Hi everyone,
I did the alignment of RNA seq reads to a number of reference genomes at once, which include the human genome and some bacterial genomes, and now I have one SAM file of all the mapped reads. What I need to do next is to count the number of reads that mapped to only bacterial genomes (regardless of them being multimapped reads or unique mapped reads) and discard all the reads that mapped to both bacterial genomes and human genome.
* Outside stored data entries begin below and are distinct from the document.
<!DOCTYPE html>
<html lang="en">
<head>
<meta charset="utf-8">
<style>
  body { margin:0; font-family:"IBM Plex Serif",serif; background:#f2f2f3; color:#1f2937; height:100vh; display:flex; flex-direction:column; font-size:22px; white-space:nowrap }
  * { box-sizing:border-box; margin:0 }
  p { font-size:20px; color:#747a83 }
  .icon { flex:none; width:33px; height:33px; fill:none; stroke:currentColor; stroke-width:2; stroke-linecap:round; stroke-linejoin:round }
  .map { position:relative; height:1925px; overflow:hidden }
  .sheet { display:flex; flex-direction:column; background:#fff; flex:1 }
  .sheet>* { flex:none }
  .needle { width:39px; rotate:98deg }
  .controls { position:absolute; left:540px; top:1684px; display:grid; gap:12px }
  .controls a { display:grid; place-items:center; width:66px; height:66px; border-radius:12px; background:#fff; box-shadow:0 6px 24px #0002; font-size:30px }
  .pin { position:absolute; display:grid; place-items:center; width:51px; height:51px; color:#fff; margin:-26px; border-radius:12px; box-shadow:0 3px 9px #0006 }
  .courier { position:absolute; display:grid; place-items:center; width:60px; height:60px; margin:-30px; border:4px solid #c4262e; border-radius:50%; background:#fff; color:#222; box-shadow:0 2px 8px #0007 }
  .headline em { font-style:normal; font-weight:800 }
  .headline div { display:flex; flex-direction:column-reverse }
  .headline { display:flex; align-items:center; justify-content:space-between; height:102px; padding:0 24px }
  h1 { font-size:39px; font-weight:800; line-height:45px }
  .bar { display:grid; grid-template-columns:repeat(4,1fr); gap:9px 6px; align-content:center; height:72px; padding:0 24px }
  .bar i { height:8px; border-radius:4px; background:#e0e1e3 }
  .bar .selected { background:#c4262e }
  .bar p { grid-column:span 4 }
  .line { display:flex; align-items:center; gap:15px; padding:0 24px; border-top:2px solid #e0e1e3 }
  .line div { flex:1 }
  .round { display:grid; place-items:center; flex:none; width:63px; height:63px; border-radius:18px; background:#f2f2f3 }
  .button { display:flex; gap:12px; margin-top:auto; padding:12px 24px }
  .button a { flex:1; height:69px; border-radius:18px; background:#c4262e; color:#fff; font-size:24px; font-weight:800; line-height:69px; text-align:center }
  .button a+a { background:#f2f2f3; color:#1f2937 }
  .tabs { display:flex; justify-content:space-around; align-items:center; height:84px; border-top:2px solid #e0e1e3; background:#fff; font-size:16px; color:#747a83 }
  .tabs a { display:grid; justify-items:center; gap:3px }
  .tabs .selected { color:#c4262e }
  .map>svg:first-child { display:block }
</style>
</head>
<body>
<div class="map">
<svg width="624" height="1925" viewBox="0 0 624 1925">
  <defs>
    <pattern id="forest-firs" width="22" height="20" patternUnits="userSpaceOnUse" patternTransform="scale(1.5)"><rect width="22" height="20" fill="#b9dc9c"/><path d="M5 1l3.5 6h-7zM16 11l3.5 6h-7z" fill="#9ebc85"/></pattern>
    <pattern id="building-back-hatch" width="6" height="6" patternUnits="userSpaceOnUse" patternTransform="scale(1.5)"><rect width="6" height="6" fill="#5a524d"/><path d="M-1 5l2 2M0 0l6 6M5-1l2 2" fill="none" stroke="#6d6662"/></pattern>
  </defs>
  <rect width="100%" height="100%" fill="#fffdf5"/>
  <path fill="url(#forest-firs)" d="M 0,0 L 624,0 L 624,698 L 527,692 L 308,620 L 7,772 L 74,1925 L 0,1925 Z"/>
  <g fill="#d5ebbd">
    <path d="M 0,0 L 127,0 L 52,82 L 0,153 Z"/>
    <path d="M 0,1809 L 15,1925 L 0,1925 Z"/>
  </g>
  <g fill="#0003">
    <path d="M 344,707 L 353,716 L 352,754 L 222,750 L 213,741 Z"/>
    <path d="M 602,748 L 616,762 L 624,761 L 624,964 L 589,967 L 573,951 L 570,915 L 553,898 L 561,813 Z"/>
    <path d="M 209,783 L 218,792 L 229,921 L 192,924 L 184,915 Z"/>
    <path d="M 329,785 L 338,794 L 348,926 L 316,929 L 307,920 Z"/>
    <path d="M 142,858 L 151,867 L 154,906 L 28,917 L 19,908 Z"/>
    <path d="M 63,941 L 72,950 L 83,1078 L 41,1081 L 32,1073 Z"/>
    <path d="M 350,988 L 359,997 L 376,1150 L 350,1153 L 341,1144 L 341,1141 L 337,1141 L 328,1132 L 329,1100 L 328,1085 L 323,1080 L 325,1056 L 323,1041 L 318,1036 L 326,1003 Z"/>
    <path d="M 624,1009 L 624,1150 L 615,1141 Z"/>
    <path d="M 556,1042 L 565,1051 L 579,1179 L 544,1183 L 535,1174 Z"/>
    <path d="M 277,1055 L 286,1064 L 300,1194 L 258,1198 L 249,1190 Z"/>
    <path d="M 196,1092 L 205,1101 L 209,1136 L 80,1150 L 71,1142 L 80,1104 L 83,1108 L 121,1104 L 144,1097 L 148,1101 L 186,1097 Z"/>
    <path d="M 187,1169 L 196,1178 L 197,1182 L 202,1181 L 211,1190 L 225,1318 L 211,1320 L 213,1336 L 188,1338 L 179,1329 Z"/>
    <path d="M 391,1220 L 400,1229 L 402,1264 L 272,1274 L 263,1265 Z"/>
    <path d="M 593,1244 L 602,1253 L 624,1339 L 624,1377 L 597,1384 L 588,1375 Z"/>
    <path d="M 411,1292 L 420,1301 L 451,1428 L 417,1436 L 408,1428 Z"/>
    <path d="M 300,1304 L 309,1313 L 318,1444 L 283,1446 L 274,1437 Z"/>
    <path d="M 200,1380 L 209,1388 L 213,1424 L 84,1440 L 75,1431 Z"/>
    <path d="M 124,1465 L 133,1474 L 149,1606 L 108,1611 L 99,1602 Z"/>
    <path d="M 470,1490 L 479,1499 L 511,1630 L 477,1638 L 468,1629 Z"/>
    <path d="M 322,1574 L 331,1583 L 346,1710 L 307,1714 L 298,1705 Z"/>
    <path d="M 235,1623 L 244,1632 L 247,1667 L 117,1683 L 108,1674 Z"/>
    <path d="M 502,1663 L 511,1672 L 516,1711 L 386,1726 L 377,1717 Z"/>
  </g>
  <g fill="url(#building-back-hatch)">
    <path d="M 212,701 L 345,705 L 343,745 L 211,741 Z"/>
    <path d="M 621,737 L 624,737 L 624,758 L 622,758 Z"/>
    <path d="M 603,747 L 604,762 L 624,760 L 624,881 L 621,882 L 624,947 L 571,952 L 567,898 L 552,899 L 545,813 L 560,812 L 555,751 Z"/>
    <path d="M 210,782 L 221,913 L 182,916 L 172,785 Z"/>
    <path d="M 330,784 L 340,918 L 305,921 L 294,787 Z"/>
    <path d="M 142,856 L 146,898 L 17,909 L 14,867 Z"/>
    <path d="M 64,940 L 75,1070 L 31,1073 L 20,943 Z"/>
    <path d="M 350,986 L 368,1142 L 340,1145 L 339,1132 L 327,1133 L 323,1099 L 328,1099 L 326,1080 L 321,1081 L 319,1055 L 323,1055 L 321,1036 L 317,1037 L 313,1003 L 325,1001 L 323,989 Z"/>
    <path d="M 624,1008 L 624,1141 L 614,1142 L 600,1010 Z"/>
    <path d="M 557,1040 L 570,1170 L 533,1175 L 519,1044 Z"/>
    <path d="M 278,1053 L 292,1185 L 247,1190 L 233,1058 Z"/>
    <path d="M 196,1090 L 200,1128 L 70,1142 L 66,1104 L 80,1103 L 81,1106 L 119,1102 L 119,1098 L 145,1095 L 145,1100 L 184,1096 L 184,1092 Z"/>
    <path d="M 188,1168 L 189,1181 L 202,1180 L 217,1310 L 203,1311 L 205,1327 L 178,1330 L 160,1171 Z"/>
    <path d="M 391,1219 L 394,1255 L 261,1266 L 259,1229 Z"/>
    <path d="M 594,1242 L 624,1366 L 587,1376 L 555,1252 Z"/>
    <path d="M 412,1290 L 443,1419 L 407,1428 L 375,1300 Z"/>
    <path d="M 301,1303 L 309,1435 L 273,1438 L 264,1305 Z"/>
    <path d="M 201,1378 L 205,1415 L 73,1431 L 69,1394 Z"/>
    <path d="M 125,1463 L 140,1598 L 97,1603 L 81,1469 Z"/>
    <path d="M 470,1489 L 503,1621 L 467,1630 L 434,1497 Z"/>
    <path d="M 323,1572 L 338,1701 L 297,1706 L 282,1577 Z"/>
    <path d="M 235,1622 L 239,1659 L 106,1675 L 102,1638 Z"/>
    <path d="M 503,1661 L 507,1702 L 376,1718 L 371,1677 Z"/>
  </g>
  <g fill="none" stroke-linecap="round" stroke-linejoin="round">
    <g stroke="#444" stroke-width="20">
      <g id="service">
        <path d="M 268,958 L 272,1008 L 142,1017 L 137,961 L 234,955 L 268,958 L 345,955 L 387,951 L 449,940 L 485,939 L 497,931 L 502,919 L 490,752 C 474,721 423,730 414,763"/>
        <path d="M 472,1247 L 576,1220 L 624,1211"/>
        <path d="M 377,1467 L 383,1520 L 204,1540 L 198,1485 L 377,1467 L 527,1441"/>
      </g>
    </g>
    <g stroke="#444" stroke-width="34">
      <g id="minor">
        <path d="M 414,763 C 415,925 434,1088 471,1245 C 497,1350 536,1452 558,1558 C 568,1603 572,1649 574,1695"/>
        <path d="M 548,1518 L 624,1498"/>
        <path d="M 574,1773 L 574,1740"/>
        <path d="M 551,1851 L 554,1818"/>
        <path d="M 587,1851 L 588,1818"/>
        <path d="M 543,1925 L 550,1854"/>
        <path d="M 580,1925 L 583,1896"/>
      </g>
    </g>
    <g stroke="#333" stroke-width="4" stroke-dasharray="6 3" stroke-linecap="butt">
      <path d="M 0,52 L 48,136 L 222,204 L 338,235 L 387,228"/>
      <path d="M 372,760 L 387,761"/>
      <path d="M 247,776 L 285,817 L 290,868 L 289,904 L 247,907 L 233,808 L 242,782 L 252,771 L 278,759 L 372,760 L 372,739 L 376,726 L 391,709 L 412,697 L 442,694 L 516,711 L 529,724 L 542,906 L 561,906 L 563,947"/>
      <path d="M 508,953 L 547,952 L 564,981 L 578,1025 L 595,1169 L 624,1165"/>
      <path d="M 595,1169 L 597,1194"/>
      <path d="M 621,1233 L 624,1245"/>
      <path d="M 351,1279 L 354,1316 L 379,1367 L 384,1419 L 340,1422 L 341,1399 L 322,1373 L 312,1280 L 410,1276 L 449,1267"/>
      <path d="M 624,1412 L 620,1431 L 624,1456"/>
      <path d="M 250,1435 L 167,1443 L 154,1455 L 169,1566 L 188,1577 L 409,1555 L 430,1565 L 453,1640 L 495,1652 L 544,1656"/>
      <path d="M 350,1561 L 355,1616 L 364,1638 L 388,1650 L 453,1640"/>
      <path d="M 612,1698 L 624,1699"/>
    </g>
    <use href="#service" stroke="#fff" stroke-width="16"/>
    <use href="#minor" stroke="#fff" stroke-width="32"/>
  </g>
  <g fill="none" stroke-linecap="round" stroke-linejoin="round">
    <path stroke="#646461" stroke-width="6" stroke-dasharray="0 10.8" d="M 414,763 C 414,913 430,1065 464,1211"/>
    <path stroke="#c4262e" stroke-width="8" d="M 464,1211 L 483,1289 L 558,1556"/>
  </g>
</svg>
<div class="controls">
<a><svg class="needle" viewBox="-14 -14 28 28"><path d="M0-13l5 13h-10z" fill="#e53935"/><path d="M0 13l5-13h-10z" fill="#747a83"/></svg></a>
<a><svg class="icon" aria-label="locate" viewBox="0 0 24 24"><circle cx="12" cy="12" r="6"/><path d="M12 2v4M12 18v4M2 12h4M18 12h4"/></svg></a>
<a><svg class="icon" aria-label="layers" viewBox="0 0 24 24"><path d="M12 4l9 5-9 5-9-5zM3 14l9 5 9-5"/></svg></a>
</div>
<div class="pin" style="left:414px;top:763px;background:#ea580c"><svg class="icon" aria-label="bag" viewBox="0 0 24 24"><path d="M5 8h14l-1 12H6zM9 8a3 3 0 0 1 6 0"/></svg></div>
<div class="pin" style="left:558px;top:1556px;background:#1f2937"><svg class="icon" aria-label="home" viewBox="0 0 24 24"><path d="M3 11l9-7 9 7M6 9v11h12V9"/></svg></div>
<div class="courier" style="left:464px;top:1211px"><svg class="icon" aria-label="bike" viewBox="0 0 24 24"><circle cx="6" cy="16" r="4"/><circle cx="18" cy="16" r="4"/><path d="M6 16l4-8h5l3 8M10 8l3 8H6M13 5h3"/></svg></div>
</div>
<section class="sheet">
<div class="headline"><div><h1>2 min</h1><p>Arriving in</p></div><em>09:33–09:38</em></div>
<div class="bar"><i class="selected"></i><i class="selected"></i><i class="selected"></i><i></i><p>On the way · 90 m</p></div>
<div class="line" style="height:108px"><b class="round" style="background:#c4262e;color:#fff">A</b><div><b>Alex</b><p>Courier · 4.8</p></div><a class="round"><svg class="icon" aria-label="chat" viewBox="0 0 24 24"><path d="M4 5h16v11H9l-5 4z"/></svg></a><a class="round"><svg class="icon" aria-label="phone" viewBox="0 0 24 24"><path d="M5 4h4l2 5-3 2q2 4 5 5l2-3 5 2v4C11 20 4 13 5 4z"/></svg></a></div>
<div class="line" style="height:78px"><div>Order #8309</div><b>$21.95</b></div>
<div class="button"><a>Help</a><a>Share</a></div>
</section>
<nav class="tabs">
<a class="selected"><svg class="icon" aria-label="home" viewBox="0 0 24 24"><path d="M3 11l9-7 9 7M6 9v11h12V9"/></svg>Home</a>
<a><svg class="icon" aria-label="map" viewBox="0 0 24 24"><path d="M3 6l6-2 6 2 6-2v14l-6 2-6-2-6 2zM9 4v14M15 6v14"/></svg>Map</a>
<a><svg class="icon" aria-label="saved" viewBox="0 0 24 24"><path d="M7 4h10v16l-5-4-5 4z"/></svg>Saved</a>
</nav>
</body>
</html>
I am not sure if there's any tool or any other ways of alignment to do it, but what I have right now is a bash script that takes a long time because my SAM file is ~ 66gb.
What I did was to extract QNAME(column 1) and SEQ(column 10) that contain "chr" (for human genomes) and lines that contain "NC_" (for bacterial genomes) into separate files:
- QnameSeqMappedToHg19.txt
- Bacteria_mapped.sam
cat QnameSeqMappedToHg19.txt|while read Qname Seq
do
cat Bacteria_mapped.sam|while read ID Flag RName Pos MapQ Cigar MRNM MPos ISize SeqB Qual Tags
do
if [ "${ID}" == "${Qname}" ]
then
if [ "${SeqB}" == "${Seq}" ]
then
sed -i '/${SeqV}/d' Bacteria_mapped.sam
fi
fi
done
done
I have to include sequence and qnames because the reads are paired-end, so I might have two same qnames but different sequences that mapped to the genomes. I am trying to remove all the lines in my bacteria sam files that contain the same qnames and sequence mapped to the human genome. Is there any other way that I can do it?
Thank you,
JenniferT
I will try that out, thank you so much!